O bloqueio dos efeitos da lei ocorreu em maio, quando o ministro Alexandre de Moraes decidiu suspender sua aplicação devido às ações protocoladas na Corte. Desde então, não houve movimentação por parte do magistrado para liberar as ADIs para julgamento, o que pode resultar em uma análise do caso apenas após as eleições.

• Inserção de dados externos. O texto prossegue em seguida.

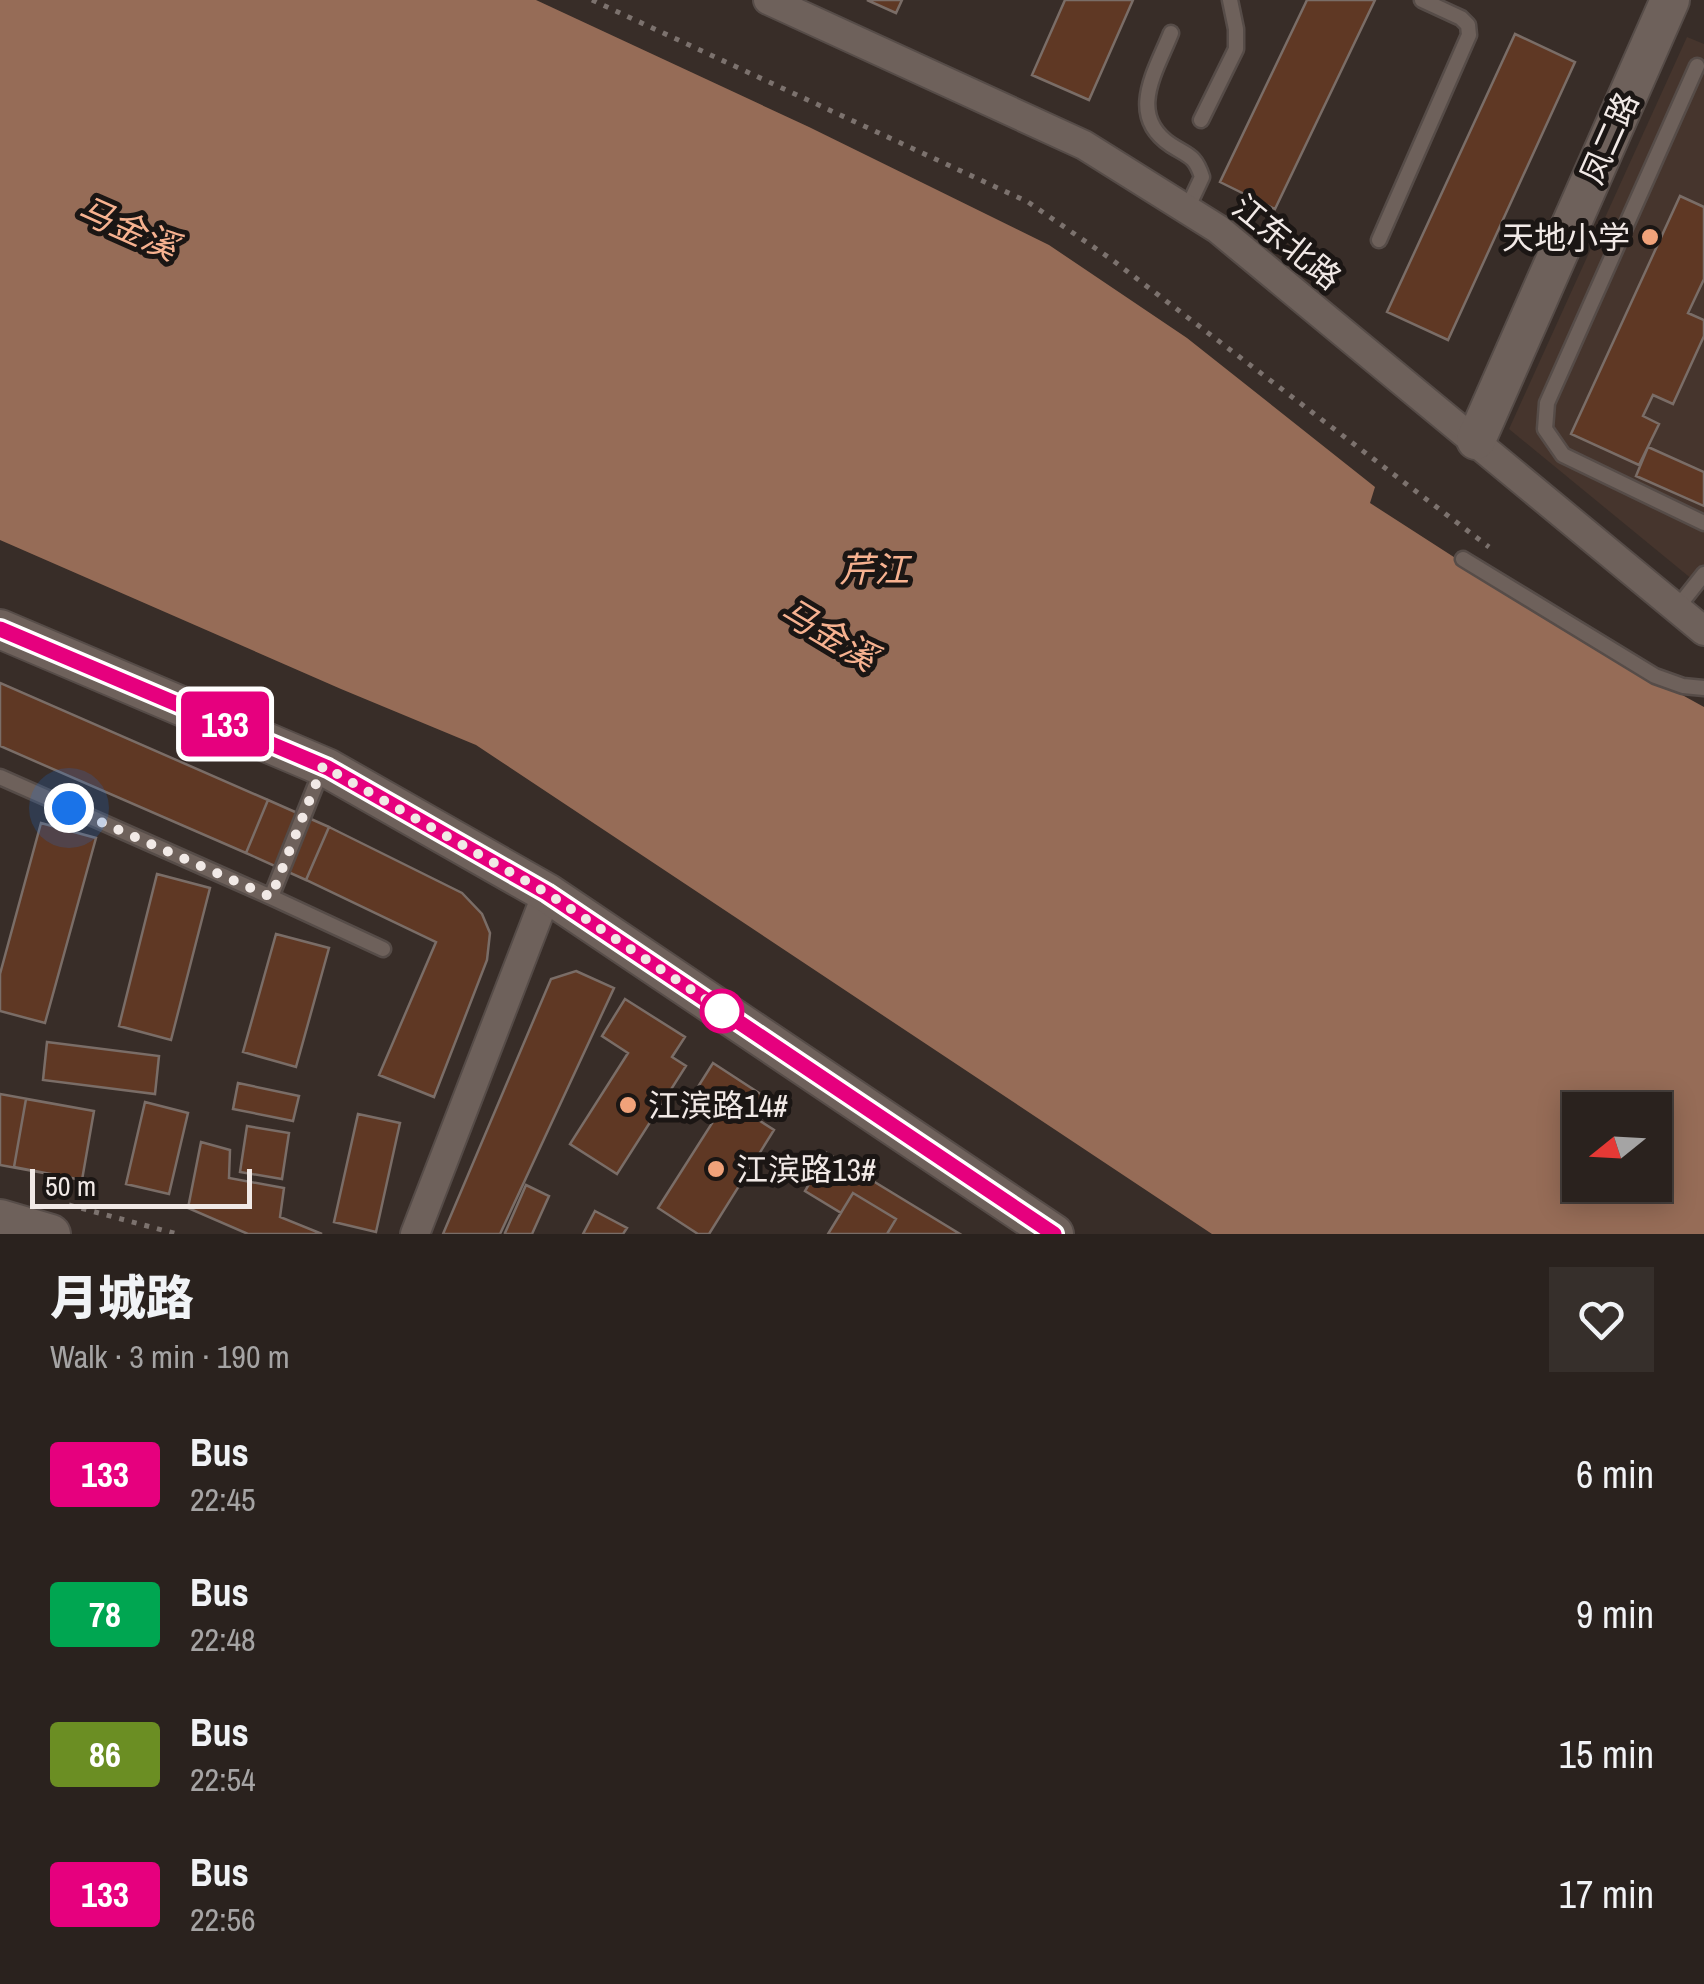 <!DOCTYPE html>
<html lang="en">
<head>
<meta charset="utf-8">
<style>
	body { margin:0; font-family:"Archivo Narrow","Noto Sans SC",sans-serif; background:#362f2b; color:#f1f3f6; height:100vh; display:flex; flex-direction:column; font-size:38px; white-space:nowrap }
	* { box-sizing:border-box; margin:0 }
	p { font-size:32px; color:#a5a4a4 }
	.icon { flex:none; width:55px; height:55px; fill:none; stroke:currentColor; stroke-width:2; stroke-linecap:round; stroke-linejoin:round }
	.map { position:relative; height:1234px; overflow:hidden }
	.drawer { display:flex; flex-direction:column; background:#2a221e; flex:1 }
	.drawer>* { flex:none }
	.badge { padding:0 20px; border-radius:8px; font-size:35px; line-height:65px }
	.needle { width:65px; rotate:252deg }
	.controls { position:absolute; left:1562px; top:1092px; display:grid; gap:20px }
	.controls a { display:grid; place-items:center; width:110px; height:110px; border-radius:0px; background:#2a221e; box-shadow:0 5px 25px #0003,0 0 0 2px #463f3c; font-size:50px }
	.scale { position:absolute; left:30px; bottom:25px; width:222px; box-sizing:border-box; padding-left:10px; border:5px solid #f1e9e6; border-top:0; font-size:28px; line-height:35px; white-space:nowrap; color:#f1e9e6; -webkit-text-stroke:8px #1b1614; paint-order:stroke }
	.you { position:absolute; width:50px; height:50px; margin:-25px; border:8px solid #fff; border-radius:50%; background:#1a73e8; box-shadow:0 0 0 15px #1a73e833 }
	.map>.badge { position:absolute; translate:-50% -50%; box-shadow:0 0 0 5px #fff }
	.round { display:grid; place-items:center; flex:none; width:105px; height:105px; border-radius:0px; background:#362f2b }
	.summary { display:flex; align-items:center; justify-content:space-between; height:170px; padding:0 50px }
	h1 { font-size:48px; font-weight:800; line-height:75px }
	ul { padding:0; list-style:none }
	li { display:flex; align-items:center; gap:30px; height:140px; padding:0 50px }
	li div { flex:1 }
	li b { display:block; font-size:38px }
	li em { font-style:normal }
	li .badge { min-width:110px; font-weight:700; text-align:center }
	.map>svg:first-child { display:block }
</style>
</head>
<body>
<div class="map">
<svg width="1704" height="1234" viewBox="0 0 1704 1234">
	<rect width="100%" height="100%" fill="#382d28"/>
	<path fill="#46352d" d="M 1687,37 L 1704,44 L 1704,589 L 1509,429 Z"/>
	<path fill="#966c57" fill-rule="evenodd" d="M 0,0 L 536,0 L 809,127 L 1049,245 L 1187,338 L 1375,487 L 1370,503 L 1586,642 L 1704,707 L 1704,1234 L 1212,1234 L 476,745 L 341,689 L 0,540 ZM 1580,1110 L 1655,1110 L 1655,1185 L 1580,1185 Z"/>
	<path fill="#5f3824" stroke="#7a6d67" stroke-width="2.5" d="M 867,0 L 902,0 L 896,13 Z
		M 1065,0 L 1133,0 L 1089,100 L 1032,75 Z
		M 1307,0 L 1375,0 L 1275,209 L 1220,182 Z
		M 1515,34 L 1575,62 L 1448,340 L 1387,312 Z
		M 1680,196 L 1704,207 L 1704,279 L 1688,313 L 1704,320 L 1704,336 L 1673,404 L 1653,395 L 1643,416 L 1659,424 L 1639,465 L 1571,434 Z
		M 1648,447 L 1704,472 L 1704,506 L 1636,476 Z
		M 0,683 L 268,800 L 246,853 L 0,746 Z
		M 268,800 L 329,827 L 306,880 L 246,853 Z
		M 41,823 L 96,838 L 45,1023 L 0,1011 L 0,974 Z
		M 329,827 L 462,893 L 482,914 L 490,933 L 487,960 L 434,1097 L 379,1075 L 436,942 L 306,880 Z
		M 157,874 L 210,888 L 171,1040 L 119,1026 Z
		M 276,934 L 329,948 L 296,1067 L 243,1052 Z
		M 576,971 L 614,988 L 500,1234 L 443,1234 L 551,979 Z
		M 625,999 L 685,1037 L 672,1057 L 686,1066 L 617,1174 L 570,1144 L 628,1053 L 602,1036 Z
		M 47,1042 L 159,1056 L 155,1094 L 43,1080 Z
		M 713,1063 L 773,1102 L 760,1121 L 774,1130 L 709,1234 L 698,1234 L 658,1208 L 716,1117 L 689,1101 Z
		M 238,1083 L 299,1096 L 293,1121 L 233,1109 Z
		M 0,1094 L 94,1111 L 82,1180 L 0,1165 Z
		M 26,1099 L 94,1111 L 82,1180 L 14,1167 Z
		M 145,1102 L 188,1113 L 169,1194 L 126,1184 Z
		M 358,1114 L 400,1123 L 376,1232 L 334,1222 Z
		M 247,1126 L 289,1133 L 282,1179 L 240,1172 Z
		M 201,1142 L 230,1150 L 229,1178 L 284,1188 L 280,1217 L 322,1234 L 248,1234 L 188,1208 Z
		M 827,1153 L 960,1234 L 828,1234 L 841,1213 L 805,1191 Z
		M 526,1185 L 549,1196 L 532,1234 L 507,1234 L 505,1233 Z
		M 853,1193 L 896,1219 L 887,1234 L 828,1234 Z
		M 595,1211 L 627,1228 L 623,1234 L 583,1234 Z"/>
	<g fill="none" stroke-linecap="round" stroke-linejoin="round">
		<g stroke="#564c48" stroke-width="19">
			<path id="lane" d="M 1171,33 C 1156,71 1126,115 1171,145 C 1188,156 1195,155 1202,177 L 1187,209
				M 1697,66 L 1547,403 L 1545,429 L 1563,455 L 1704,523
				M 1201,120 L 1236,49 L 1236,29 L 1230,0
				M 1379,240 L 1469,35 L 1468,25 L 1461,18 L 1422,0
				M 1463,559 L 1655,676 L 1683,686 L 1704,688
				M 1677,608 L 1704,574
				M 0,777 L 271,897 L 383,949
				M 271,897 L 323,767"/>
		</g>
		<g stroke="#564c48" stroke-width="32">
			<path id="street" d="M 768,0 L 1084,145 L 1218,229 L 1704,631
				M 415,1234 L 547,893"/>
		</g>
		<g stroke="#564c48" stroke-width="42">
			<path id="secondary" d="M 1476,440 L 1670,0
				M 0,629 L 327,768 L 547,893 L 1054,1234
				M 0,1219 L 51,1234"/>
		</g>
		<path stroke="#7c726e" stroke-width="5" stroke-dasharray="5 8" stroke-linecap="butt" d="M 592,0 L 1028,202 L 1111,259 L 1489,547
			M 69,1205 L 177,1234"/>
		<use href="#lane" stroke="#6e615b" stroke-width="14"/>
		<use href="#street" stroke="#6e615b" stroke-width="28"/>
		<use href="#secondary" stroke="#6e615b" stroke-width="38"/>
	</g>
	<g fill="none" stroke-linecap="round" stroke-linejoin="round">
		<g stroke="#fff" stroke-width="22">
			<path id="line" d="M 0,629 L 328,768 L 547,893 L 1054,1234"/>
		</g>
		<use href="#line" stroke="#e6007e" stroke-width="15"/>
		<path stroke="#f1e9e6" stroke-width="10" stroke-dasharray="0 18" d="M 69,808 L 271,897 L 323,766 L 547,893 L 735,1019 L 722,1011"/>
	</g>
	<g fill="#f0a27a" stroke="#1b1614" stroke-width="4">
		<circle cx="1650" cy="237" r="10"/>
		<circle cx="628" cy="1105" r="10"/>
		<circle cx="716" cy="1169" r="10"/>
	</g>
	<circle fill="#fff" stroke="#e6007e" stroke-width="5" cx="722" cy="1011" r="20"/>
	<g text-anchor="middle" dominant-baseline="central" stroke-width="10" stroke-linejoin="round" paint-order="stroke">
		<g font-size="32" fill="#f1e9e6" stroke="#1b1614">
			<text transform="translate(1609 138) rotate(-66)">凤二路</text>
			<text transform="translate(1287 242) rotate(39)">江东北路</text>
		</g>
		<g font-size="32" fill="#f1e9e6" stroke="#1b1614" text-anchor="start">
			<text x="1630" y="237" text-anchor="end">天地小学</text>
			<text x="648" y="1105">江滨路14#</text>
			<text x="736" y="1169">江滨路13#</text>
		</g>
		<g font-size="35" font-style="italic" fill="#f7b290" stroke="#1b1614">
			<text transform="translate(128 228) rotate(24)">马金溪</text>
			<text x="874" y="569">芹江</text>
			<text transform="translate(829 634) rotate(31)">马金溪</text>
		</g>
	</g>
</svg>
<div class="controls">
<a><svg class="needle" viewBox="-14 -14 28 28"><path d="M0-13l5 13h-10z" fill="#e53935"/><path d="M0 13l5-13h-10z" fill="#a5a4a4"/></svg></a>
</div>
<div class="scale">50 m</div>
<div class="you" style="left:69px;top:808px"></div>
<b class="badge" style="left:225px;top:724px;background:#e6007e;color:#fff">133</b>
</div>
<section class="drawer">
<div class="summary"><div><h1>月城路</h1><p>Walk · 3 min · 190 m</p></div><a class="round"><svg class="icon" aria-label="heart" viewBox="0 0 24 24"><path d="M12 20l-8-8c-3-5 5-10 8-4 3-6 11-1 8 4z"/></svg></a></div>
<ul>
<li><span class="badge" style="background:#e6007e;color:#fff">133</span><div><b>Bus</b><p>22:45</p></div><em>6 min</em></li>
<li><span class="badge" style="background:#00a651;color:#fff">78</span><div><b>Bus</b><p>22:48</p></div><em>9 min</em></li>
<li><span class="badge" style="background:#6b8e23;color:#fff">86</span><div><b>Bus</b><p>22:54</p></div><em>15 min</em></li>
<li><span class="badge" style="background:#e6007e;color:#fff">133</span><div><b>Bus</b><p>22:56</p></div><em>17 min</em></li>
</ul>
</section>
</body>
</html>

Os envolvidos no processo, incluindo a Advocacia-Geral da União (AGU), a Câmara dos Deputados, o Senado e a Procuradoria-Geral da República (PGR), já se manifestaram. No entanto, Moraes não demonstrou intenção de acelerar o julgamento, deixando em suspenso as expectativas sobre a Lei da Dosimetria.
A legislação foi aprovada em 2025 e estabelece mudanças nas penas relacionadas aos patriotas envolvidos nos eventos de 8 de janeiro, além dos condenados em um suposto esquema golpista, que inclui o ex-presidente Jair Bolsonaro (PL).
Originalmente, a Lei da Dosimetria surgiu do projeto de lei 2.162/2023, apresentado por um grupo de 20 deputados do Republicanos, com o deputado Marcelo Crivella (Republicanos-RJ) como primeiro signatário. A proposta inicial previa uma anistia abrangente para os envolvidos nos atos de 8 de janeiro de 2023. Contudo, durante sua tramitação na Câmara, a anistia foi retirada e a proposta passou a incluir alterações nas regras de dosimetria e na execução penal.
As modificações introduzidas no texto estabeleceram novas diretrizes para a redução de penas, além de critérios para a progressão de regime e outras alterações na aplicação de crimes, marcando uma mudança significativa na abordagem do sistema penal em relação a esses casos específicos.